Segment Start: Input data

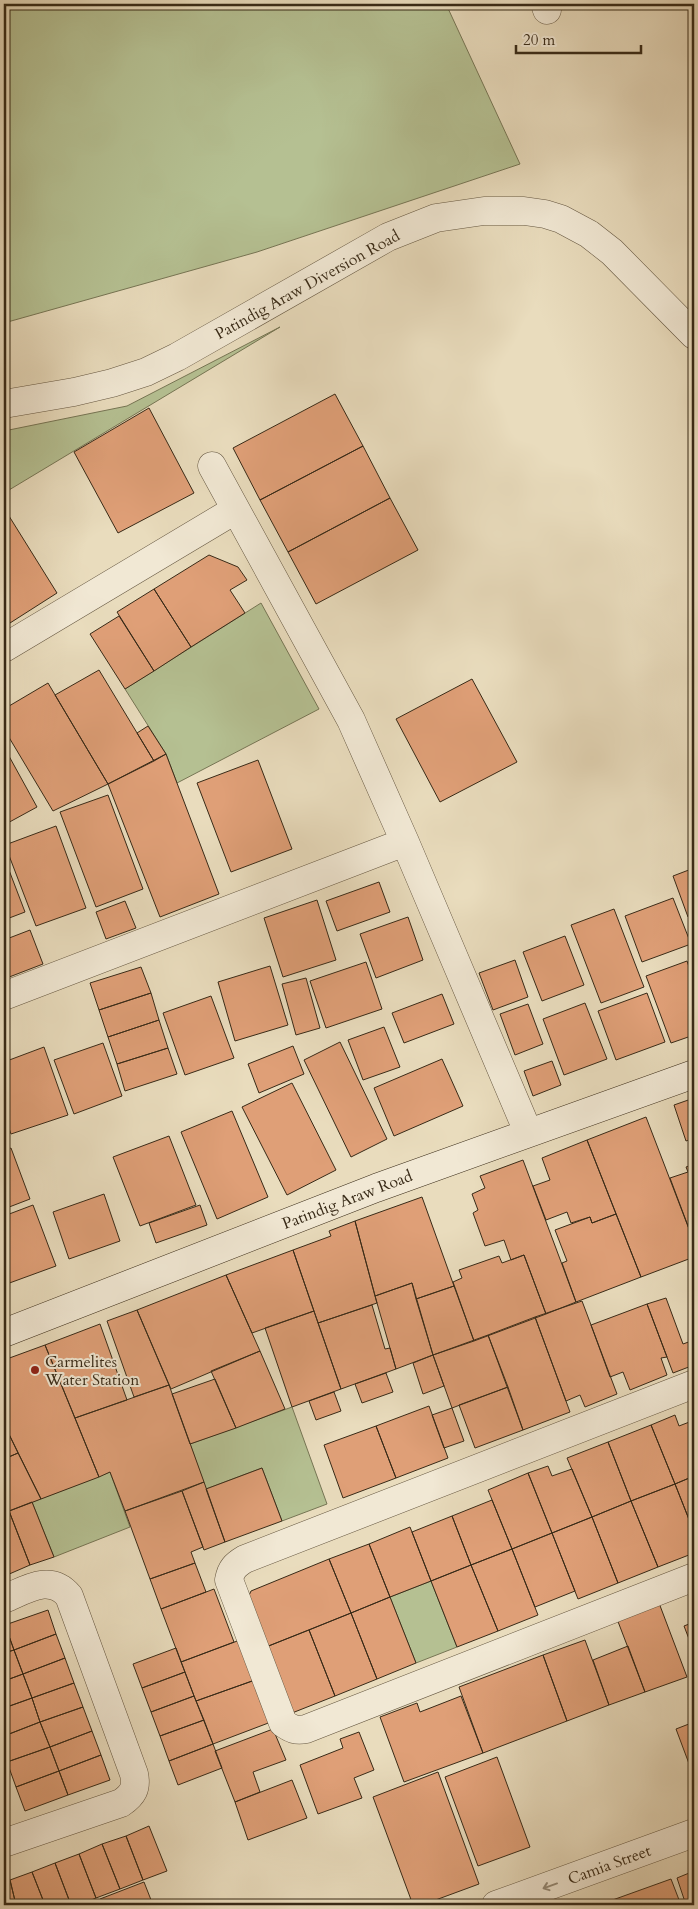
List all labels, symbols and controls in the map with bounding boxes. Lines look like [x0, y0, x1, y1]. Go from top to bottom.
scale bar [516, 22, 640, 54]
text: 20 m [523, 30, 555, 50]
street label: Patindig Araw Diversion Road [211, 225, 404, 345]
street label: Patindig Araw Road [279, 1165, 416, 1235]
place label: Carmelites Water Station [44, 1351, 139, 1391]
marker: Carmelites Water Station [29, 1364, 41, 1376]
street label: Camia Street [565, 1840, 654, 1890]
one-way arrow [543, 1882, 558, 1891]

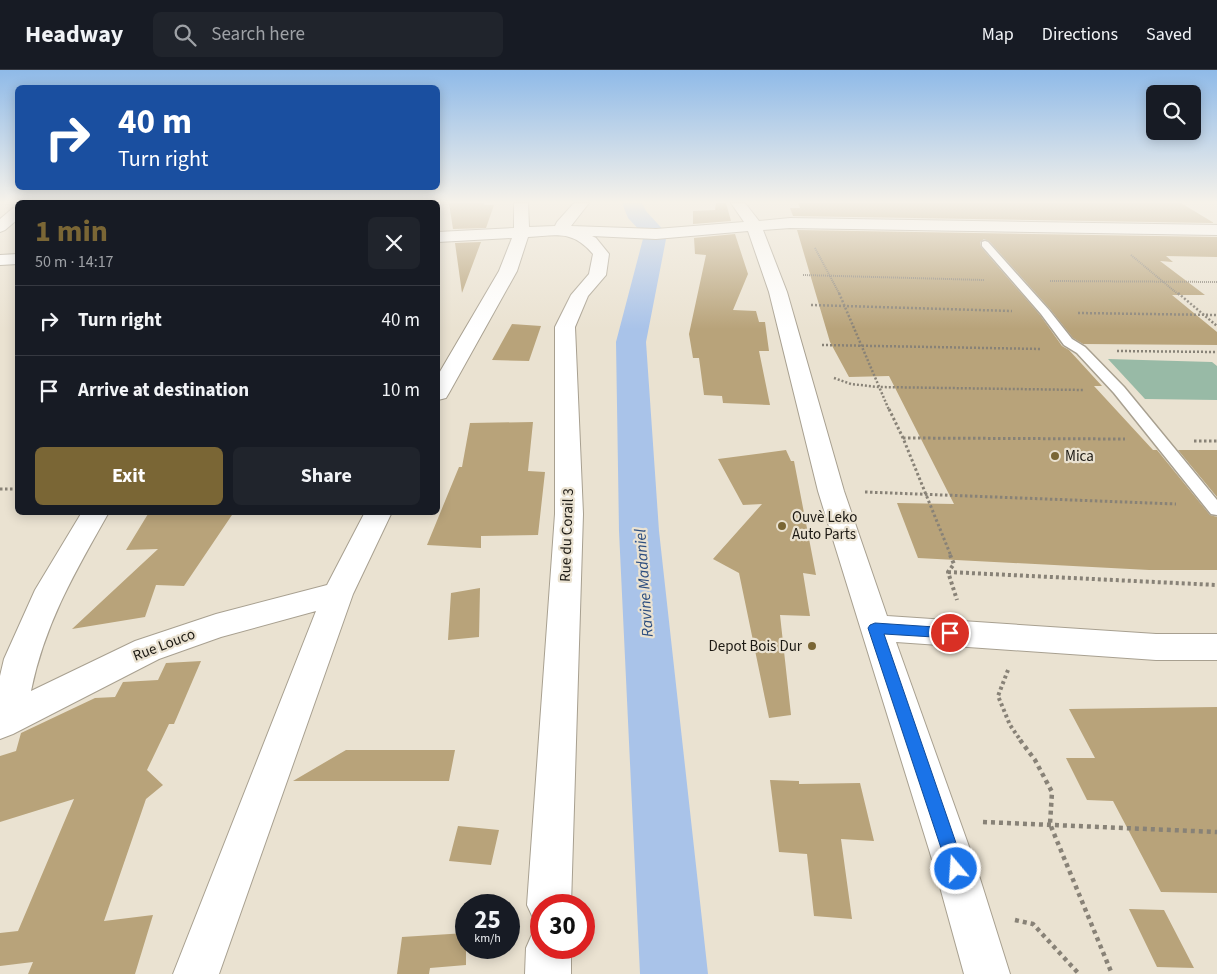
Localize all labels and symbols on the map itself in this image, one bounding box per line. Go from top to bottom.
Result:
place label: Mica [1065,446,1094,467]
marker: Mica [1049,450,1061,462]
street label: Rue du Corail 3 [555,488,579,582]
place label: Ouvè Leko Auto Parts [792,507,857,545]
marker: Ouvè Leko Auto Parts [776,520,788,532]
water label: Ravine Madaniel [629,528,659,638]
pin [929,612,971,654]
street label: Rue Louco [130,624,198,666]
place label: Depot Bois Dur [709,636,803,657]
marker: Depot Bois Dur [806,640,818,652]
position arrow [929,842,981,894]
speed limit sign: 30 [530,894,595,959]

Segment End: Input data

• _Work order_:
In the entries, find the line containing "Localize all labels" and output it and all remaining lines exactly.

• _Result for this task_:
Localize all labels and symbols on the map itself in this image, one bounding box per line. Go from top to bottom.
Result:
place label: Mica [1065,446,1094,467]
marker: Mica [1049,450,1061,462]
street label: Rue du Corail 3 [555,488,579,582]
place label: Ouvè Leko Auto Parts [792,507,857,545]
marker: Ouvè Leko Auto Parts [776,520,788,532]
water label: Ravine Madaniel [629,528,659,638]
pin [929,612,971,654]
street label: Rue Louco [130,624,198,666]
place label: Depot Bois Dur [709,636,803,657]
marker: Depot Bois Dur [806,640,818,652]
position arrow [929,842,981,894]
speed limit sign: 30 [530,894,595,959]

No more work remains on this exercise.